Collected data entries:
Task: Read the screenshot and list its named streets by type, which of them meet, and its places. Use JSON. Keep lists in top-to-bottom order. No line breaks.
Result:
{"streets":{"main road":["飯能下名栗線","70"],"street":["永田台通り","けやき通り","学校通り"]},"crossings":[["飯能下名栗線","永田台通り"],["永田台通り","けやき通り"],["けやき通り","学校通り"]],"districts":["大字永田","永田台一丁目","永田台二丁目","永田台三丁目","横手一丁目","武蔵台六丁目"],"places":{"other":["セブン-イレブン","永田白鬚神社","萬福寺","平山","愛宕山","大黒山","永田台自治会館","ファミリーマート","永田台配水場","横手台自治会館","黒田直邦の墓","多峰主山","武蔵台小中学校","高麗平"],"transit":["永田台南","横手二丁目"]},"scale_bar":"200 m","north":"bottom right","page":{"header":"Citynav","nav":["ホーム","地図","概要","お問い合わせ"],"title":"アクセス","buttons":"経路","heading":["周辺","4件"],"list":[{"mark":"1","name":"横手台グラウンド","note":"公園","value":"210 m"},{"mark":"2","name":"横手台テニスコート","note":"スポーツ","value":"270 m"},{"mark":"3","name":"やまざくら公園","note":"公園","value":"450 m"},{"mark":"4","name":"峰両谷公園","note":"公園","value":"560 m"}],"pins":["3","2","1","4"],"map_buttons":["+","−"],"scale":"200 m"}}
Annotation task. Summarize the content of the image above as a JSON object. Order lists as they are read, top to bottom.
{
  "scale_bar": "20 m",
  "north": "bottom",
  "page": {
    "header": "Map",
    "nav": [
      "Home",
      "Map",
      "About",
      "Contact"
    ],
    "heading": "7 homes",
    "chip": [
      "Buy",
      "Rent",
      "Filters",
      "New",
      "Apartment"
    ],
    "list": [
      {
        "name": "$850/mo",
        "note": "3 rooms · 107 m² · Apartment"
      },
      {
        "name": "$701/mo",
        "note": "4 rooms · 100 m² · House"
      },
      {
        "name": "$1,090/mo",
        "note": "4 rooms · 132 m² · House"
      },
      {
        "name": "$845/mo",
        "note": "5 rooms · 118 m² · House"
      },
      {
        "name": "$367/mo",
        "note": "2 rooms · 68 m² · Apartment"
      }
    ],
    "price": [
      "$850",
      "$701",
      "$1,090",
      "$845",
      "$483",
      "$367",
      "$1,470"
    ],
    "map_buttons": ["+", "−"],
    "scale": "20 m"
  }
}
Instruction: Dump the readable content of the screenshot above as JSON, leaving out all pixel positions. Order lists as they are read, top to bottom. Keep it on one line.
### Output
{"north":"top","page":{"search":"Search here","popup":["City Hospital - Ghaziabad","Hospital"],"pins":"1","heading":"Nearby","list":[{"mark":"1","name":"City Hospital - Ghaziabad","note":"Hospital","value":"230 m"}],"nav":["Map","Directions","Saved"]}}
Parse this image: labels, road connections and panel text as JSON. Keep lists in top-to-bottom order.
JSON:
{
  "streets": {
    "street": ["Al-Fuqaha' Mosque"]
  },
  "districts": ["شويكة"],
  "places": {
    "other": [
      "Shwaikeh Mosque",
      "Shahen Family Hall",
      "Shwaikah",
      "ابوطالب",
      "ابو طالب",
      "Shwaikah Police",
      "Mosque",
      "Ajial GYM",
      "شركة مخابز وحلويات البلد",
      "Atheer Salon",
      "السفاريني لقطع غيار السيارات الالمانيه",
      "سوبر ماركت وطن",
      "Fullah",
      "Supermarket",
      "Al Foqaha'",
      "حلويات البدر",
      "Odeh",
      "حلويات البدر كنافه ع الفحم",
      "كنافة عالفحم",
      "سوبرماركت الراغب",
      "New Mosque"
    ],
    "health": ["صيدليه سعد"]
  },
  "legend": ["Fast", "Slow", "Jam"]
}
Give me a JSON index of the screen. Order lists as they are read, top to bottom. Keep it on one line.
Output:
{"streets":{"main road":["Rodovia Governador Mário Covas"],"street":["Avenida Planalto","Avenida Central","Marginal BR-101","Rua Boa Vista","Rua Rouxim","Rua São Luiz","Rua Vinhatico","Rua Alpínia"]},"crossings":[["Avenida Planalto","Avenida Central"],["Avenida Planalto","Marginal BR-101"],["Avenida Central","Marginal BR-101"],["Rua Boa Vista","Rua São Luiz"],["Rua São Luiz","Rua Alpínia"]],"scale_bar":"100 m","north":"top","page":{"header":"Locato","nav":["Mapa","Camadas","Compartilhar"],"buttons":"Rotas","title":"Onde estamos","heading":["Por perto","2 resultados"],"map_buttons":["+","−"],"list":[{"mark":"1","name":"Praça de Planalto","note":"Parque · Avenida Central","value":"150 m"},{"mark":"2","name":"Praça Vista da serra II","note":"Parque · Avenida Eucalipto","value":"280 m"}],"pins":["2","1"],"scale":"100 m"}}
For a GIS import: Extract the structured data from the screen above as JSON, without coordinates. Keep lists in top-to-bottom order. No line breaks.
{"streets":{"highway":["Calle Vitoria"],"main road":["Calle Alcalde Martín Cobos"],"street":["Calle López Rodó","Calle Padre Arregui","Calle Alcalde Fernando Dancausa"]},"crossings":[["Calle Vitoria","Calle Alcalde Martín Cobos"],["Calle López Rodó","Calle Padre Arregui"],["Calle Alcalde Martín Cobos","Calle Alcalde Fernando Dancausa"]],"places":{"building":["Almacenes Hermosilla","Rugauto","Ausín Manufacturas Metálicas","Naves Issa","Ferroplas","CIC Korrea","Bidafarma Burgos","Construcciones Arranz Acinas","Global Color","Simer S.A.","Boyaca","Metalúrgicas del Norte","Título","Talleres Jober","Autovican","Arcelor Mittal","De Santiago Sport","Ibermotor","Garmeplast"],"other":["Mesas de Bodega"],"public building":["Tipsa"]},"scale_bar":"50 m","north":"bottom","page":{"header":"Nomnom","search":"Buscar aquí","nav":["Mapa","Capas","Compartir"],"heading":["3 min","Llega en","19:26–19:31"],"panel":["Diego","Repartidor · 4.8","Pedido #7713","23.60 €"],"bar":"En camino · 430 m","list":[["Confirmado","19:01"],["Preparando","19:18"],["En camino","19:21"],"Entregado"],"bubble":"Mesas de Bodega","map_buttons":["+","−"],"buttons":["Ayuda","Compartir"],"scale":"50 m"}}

— WHAT IS EXPECTED —
With nothing omitted, set down all of the records again.

— ANSWER TO THIS EXERCISE —
Task: Read the screenshot and list its named streets by type, which of them meet, and its places. Use JSON. Keep lists in top-to-bottom order. No line breaks.
Result:
{"streets":{"main road":["飯能下名栗線","70"],"street":["永田台通り","けやき通り","学校通り"]},"crossings":[["飯能下名栗線","永田台通り"],["永田台通り","けやき通り"],["けやき通り","学校通り"]],"districts":["大字永田","永田台一丁目","永田台二丁目","永田台三丁目","横手一丁目","武蔵台六丁目"],"places":{"other":["セブン-イレブン","永田白鬚神社","萬福寺","平山","愛宕山","大黒山","永田台自治会館","ファミリーマート","永田台配水場","横手台自治会館","黒田直邦の墓","多峰主山","武蔵台小中学校","高麗平"],"transit":["永田台南","横手二丁目"]},"scale_bar":"200 m","north":"bottom right","page":{"header":"Citynav","nav":["ホーム","地図","概要","お問い合わせ"],"title":"アクセス","buttons":"経路","heading":["周辺","4件"],"list":[{"mark":"1","name":"横手台グラウンド","note":"公園","value":"210 m"},{"mark":"2","name":"横手台テニスコート","note":"スポーツ","value":"270 m"},{"mark":"3","name":"やまざくら公園","note":"公園","value":"450 m"},{"mark":"4","name":"峰両谷公園","note":"公園","value":"560 m"}],"pins":["3","2","1","4"],"map_buttons":["+","−"],"scale":"200 m"}}
Annotation task. Summarize the content of the image above as a JSON object. Order lists as they are read, top to bottom.
{
  "scale_bar": "20 m",
  "north": "bottom",
  "page": {
    "header": "Map",
    "nav": [
      "Home",
      "Map",
      "About",
      "Contact"
    ],
    "heading": "7 homes",
    "chip": [
      "Buy",
      "Rent",
      "Filters",
      "New",
      "Apartment"
    ],
    "list": [
      {
        "name": "$850/mo",
        "note": "3 rooms · 107 m² · Apartment"
      },
      {
        "name": "$701/mo",
        "note": "4 rooms · 100 m² · House"
      },
      {
        "name": "$1,090/mo",
        "note": "4 rooms · 132 m² · House"
      },
      {
        "name": "$845/mo",
        "note": "5 rooms · 118 m² · House"
      },
      {
        "name": "$367/mo",
        "note": "2 rooms · 68 m² · Apartment"
      }
    ],
    "price": [
      "$850",
      "$701",
      "$1,090",
      "$845",
      "$483",
      "$367",
      "$1,470"
    ],
    "map_buttons": ["+", "−"],
    "scale": "20 m"
  }
}
Instruction: Dump the readable content of the screenshot above as JSON, leaving out all pixel positions. Order lists as they are read, top to bottom. Keep it on one line.
### Output
{"north":"top","page":{"search":"Search here","popup":["City Hospital - Ghaziabad","Hospital"],"pins":"1","heading":"Nearby","list":[{"mark":"1","name":"City Hospital - Ghaziabad","note":"Hospital","value":"230 m"}],"nav":["Map","Directions","Saved"]}}
Parse this image: labels, road connections and panel text as JSON. Keep lists in top-to-bottom order.
JSON:
{
  "streets": {
    "street": ["Al-Fuqaha' Mosque"]
  },
  "districts": ["شويكة"],
  "places": {
    "other": [
      "Shwaikeh Mosque",
      "Shahen Family Hall",
      "Shwaikah",
      "ابوطالب",
      "ابو طالب",
      "Shwaikah Police",
      "Mosque",
      "Ajial GYM",
      "شركة مخابز وحلويات البلد",
      "Atheer Salon",
      "السفاريني لقطع غيار السيارات الالمانيه",
      "سوبر ماركت وطن",
      "Fullah",
      "Supermarket",
      "Al Foqaha'",
      "حلويات البدر",
      "Odeh",
      "حلويات البدر كنافه ع الفحم",
      "كنافة عالفحم",
      "سوبرماركت الراغب",
      "New Mosque"
    ],
    "health": ["صيدليه سعد"]
  },
  "legend": ["Fast", "Slow", "Jam"]
}
Give me a JSON index of the screen. Order lists as they are read, top to bottom. Keep it on one line.
Output:
{"streets":{"main road":["Rodovia Governador Mário Covas"],"street":["Avenida Planalto","Avenida Central","Marginal BR-101","Rua Boa Vista","Rua Rouxim","Rua São Luiz","Rua Vinhatico","Rua Alpínia"]},"crossings":[["Avenida Planalto","Avenida Central"],["Avenida Planalto","Marginal BR-101"],["Avenida Central","Marginal BR-101"],["Rua Boa Vista","Rua São Luiz"],["Rua São Luiz","Rua Alpínia"]],"scale_bar":"100 m","north":"top","page":{"header":"Locato","nav":["Mapa","Camadas","Compartilhar"],"buttons":"Rotas","title":"Onde estamos","heading":["Por perto","2 resultados"],"map_buttons":["+","−"],"list":[{"mark":"1","name":"Praça de Planalto","note":"Parque · Avenida Central","value":"150 m"},{"mark":"2","name":"Praça Vista da serra II","note":"Parque · Avenida Eucalipto","value":"280 m"}],"pins":["2","1"],"scale":"100 m"}}
For a GIS import: Extract the structured data from the screen above as JSON, without coordinates. Keep lists in top-to-bottom order. No line breaks.
{"streets":{"highway":["Calle Vitoria"],"main road":["Calle Alcalde Martín Cobos"],"street":["Calle López Rodó","Calle Padre Arregui","Calle Alcalde Fernando Dancausa"]},"crossings":[["Calle Vitoria","Calle Alcalde Martín Cobos"],["Calle López Rodó","Calle Padre Arregui"],["Calle Alcalde Martín Cobos","Calle Alcalde Fernando Dancausa"]],"places":{"building":["Almacenes Hermosilla","Rugauto","Ausín Manufacturas Metálicas","Naves Issa","Ferroplas","CIC Korrea","Bidafarma Burgos","Construcciones Arranz Acinas","Global Color","Simer S.A.","Boyaca","Metalúrgicas del Norte","Título","Talleres Jober","Autovican","Arcelor Mittal","De Santiago Sport","Ibermotor","Garmeplast"],"other":["Mesas de Bodega"],"public building":["Tipsa"]},"scale_bar":"50 m","north":"bottom","page":{"header":"Nomnom","search":"Buscar aquí","nav":["Mapa","Capas","Compartir"],"heading":["3 min","Llega en","19:26–19:31"],"panel":["Diego","Repartidor · 4.8","Pedido #7713","23.60 €"],"bar":"En camino · 430 m","list":[["Confirmado","19:01"],["Preparando","19:18"],["En camino","19:21"],"Entregado"],"bubble":"Mesas de Bodega","map_buttons":["+","−"],"buttons":["Ayuda","Compartir"],"scale":"50 m"}}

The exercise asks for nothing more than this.